Тессерарий Фурий Лициний, неся под мышкой что-то похожее на ящик, прошел мимо настоятельницы Вульфрун и ее свиты и остановился у навеса перед Фидельмой.
— Я только сегодня утром услышал, что вы уезжаете, сестра, — приветствовал он ее, глядя немного растерянно.
Фидельма подняла голову и улыбнулась ему — молодому и смущенному солдату.
— Я не думала, что стражнику из кустодов Латеранского дворца есть дело до дорожных хлопот простой ирландской монахини, Фурий Лициний, — серьезно сказала она.
— Я… — Лициний закусил губу и холодно покосился на Эадульфа, который делал вид, что с интересом глядит на бурные коричневые волны грязного Тибра. — Я принес вам подарок… на память о Риме.
Фидельма увидела, что юноша буквально заливается краской, протягивая ей что-то, завернутое в мешковину. Фидельма с серьезностью взяла его и развернула мешковину. Это была шкатулка, искусно сделанная из какого-то странного черного дерева, которое она раньше видела только раз в жизни.
— Оно называется эбен, — пояснил Лициний.
— Очень красиво, — сказала Фидельма, разглядывая маленькую застежку и петли из серебра, сиявшего на фоне черного дерева. — Но, право, не стоит…
— Она не пуста, — нетерпеливо настаивал Лициний. — Откройте ее.
Фидельма величественно повиновалась.

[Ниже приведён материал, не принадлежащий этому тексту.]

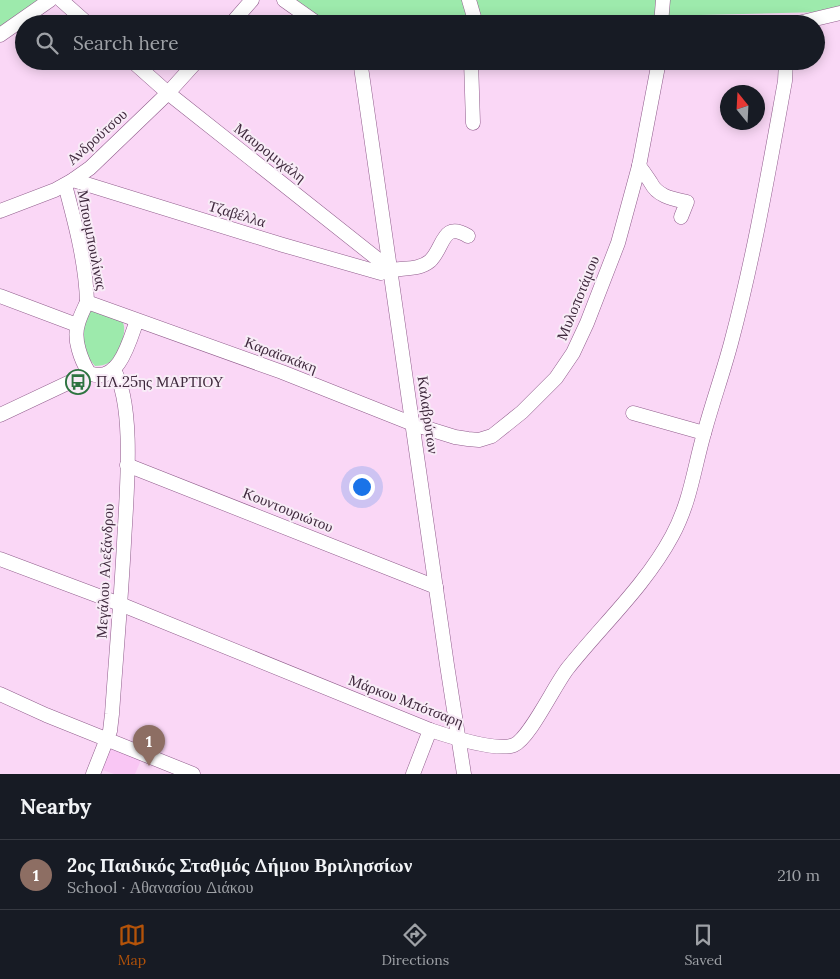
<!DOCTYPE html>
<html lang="en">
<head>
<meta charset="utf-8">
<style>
	body { margin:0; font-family:Lora,serif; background:#242831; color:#f1f3f6 }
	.compass { position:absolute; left:720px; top:85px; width:45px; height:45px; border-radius:50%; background:#171b24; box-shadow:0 2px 12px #0003; rotate:342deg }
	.you { position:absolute; left:361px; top:486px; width:18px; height:18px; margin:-12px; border:4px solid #fff; border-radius:50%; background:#1a73e8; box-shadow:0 0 0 8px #1a73e833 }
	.badge { display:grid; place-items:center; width:32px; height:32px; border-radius:50%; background:#b45309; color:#fff; font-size:16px; font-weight:700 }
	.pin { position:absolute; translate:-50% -41px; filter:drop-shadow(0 1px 2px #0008) }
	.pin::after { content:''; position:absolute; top:26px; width:18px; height:15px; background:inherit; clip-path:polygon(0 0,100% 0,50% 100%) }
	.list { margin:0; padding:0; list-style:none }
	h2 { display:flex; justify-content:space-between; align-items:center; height:65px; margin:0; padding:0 20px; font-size:21px }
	h2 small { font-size:16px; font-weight:400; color:#9ea1a6 }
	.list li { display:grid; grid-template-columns:32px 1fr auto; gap:15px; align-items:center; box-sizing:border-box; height:70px; padding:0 20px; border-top:1px solid #363941 }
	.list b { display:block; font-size:19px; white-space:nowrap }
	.list p { margin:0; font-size:16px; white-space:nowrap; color:#9ea1a6 }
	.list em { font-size:16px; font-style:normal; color:#9ea1a6 }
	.icon { flex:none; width:28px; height:28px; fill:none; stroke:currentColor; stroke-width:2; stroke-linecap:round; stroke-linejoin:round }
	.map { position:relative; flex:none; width:840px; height:774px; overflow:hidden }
	.search { position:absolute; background:#171b24; box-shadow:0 2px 12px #0003; left:15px; right:15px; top:15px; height:55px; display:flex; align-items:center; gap:12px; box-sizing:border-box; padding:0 18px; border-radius:28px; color:#9ea1a6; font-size:19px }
	.sheet { height:135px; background:#171b24 }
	nav { display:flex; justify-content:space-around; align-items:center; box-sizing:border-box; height:70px; border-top:1px solid #363941; background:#171b24; font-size:14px; color:#9ea1a6 }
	nav a { display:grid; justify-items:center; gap:2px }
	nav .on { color:#b45309 }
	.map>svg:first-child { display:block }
	.built { fill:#f9c6f4 }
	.green { fill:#9deaac }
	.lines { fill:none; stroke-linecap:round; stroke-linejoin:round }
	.minor-casing { stroke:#905d8c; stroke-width:15 }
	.minor { stroke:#fff; stroke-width:14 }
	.labels { text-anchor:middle; stroke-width:4; stroke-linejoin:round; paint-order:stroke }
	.street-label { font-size:15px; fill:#3f293d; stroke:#f8ecf7 }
	.poi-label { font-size:15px; fill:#3f293d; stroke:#f8ecf7; text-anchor:start }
</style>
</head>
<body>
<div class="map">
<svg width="840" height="774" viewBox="0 0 840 774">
	<rect width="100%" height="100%" fill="#fad7f6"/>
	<polygon class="built" points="109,747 141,760 135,774 114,774 100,769"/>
	<g class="green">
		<polygon points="0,0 45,0 0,34"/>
		<polygon points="295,0 840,0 840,7 822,12 657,16 648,24 329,24"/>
		<path d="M89 309C97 312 113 315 120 319 131 327 118 355 110 362 105 365 100 366 95 366L87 356 81 334Z"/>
	</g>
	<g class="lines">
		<defs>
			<g id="minor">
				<polyline points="61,0 88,24"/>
				<polyline points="284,0 318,24"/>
				<polyline points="469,0 476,24"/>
				<polyline points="231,24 252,0"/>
				<polyline points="661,24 663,0"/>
				<polyline points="794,24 840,13"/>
				<polyline points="0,35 50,0"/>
				<polyline points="132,61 168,93 390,269"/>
				<polyline points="363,61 361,67 447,665 464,774"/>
				<polyline points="471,61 473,123"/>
				<path d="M639 166C644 172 647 177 651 183 658 197 674 199 687 202L681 217"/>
				<path d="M73 180 283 245 381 273C397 266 417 272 430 261 444 248 442 220 468 236"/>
				<path d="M65 185C75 222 86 263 87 302"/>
				<polyline points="0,211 55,190 73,180 90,168 168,93 197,61"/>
				<polyline points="0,296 77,325"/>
				<path d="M137 320C130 339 119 386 89 373 81 360 73 339 78 324 80 316 84 309 87 302L282 372 413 424 455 437 468 439 479 440 492 436 522 412 556 378 573 353 587 323 618 243 639 166 659 61"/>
				<polyline points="633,413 704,433"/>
				<polyline points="0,415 89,373"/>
				<polyline points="127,465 436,587"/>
				<path d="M0 559 120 604 430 730C448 736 497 752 514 745 530 738 555 684 568 668 603 624 645 586 672 536 691 501 694 467 705 430 713 401 723 373 731 343 754 257 769 169 785 81L786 61"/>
				<polyline points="0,694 46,715 193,774"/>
				<path d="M93 774 110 731 112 714C116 657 121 600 124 543 126 501 136 402 113 369"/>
				<polyline points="413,774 430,730"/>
			</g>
		</defs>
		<use href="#minor" class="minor-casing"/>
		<use href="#minor" class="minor"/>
	</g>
	<defs>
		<symbol id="bus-ring" viewBox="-11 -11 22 22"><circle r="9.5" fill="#f8ecf7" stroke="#2d7340" stroke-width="1.5"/><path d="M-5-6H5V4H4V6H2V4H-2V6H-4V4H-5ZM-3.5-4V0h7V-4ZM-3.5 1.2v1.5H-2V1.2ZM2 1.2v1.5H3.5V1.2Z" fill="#2d7340"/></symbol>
	</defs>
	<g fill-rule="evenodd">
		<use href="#bus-ring" x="64" y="368" width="28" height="28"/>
	</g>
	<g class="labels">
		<g class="street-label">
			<text transform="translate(97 137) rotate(-42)" y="5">Ανδρούτσου</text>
			<text transform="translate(270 153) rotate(38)" y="5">Μαυρομιχάλη</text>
			<text transform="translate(237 214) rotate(17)" y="5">Τζαβέλλα</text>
			<text transform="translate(92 240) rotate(79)" y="5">Μπουμπουλίνας</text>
			<text transform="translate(578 298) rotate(-68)" y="5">Μυλοποτάμου</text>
			<text transform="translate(281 355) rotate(21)" y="5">Καραϊσκάκη</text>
			<text transform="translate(428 415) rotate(82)" y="5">Καλαβρύτων</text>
			<text transform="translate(288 510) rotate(22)" y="5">Κουντουριώτου</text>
			<text transform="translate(105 571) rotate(-87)" y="5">Μεγάλου Αλεξάνδρου</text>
			<text transform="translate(406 701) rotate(21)" y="5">Μάρκου Μπότσαρη</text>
		</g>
		<g class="poi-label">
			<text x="96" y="387">ΠΛ.25ης ΜΑΡΤΙΟΥ</text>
		</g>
	</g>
</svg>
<svg class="compass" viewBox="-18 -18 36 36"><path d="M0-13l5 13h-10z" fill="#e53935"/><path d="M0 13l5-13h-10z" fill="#9ea1a6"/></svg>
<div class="you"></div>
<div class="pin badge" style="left:149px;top:766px;background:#8d6e63">1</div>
<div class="search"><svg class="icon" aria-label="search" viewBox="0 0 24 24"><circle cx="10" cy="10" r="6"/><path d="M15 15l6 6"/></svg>Search here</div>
</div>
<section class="sheet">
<h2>Nearby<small></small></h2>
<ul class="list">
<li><span class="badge" style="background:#8d6e63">1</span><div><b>2ος Παιδικός Σταθμός Δήμου Βριλησσίων</b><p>School · Αθανασίου Διάκου</p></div><em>210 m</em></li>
</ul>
</section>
<nav>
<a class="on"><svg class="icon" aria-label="map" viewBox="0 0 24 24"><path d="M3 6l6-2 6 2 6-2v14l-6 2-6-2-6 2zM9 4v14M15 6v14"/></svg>Map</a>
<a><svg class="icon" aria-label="directions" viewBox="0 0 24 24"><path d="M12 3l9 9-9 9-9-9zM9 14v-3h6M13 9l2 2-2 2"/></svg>Directions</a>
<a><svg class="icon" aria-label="saved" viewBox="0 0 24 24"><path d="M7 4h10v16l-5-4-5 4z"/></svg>Saved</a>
</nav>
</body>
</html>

Внутри, в специальных выемках, обитых бархатом, лежало двенадцать стеклянных пузырьков.
— Что это? Настойки целебных трав?
Эадульф уже с интересом повернулся к ним.
Лициний, все еще отчаянно краснея, склонился над шкатулкой, взял один пузырек и вынул пробковую затычку.
Фидельма недоверчиво принюхалась и распахнула глаза в изумлении.
— Духи! — выдохнула она.
Лициний нервно сглотнул.
— Римские дамы любят такие ароматы. Я хотел бы, чтобы вы приняли их как знак моего почтения, Фидельма из Кильдара.
Фидельма вдруг почувствовала себя очень неловко.
— Право же, я думаю, не… — начала она.
Лициний внезапно протянул к ней руку и взял ее изящную ладонь в свою.
— Благодаря вам я узнал многое о женщинах, — серьезно сказал он. — Я этого не забуду. Пожалуйста, примите этот подарок на память обо мне.
Фидельма ощутила, что ее охватывает грусть и глаза наполняются непрошеными слезами. Она подумала о Киане, потом об Эадульфе, и ей очень захотелось снова стать юной девочкой, которую еще только ожидает «амьшир тога» возраст выбора — и вся жизнь впереди. Она попыталась улыбнуться, но получилась только кривая ухмылка.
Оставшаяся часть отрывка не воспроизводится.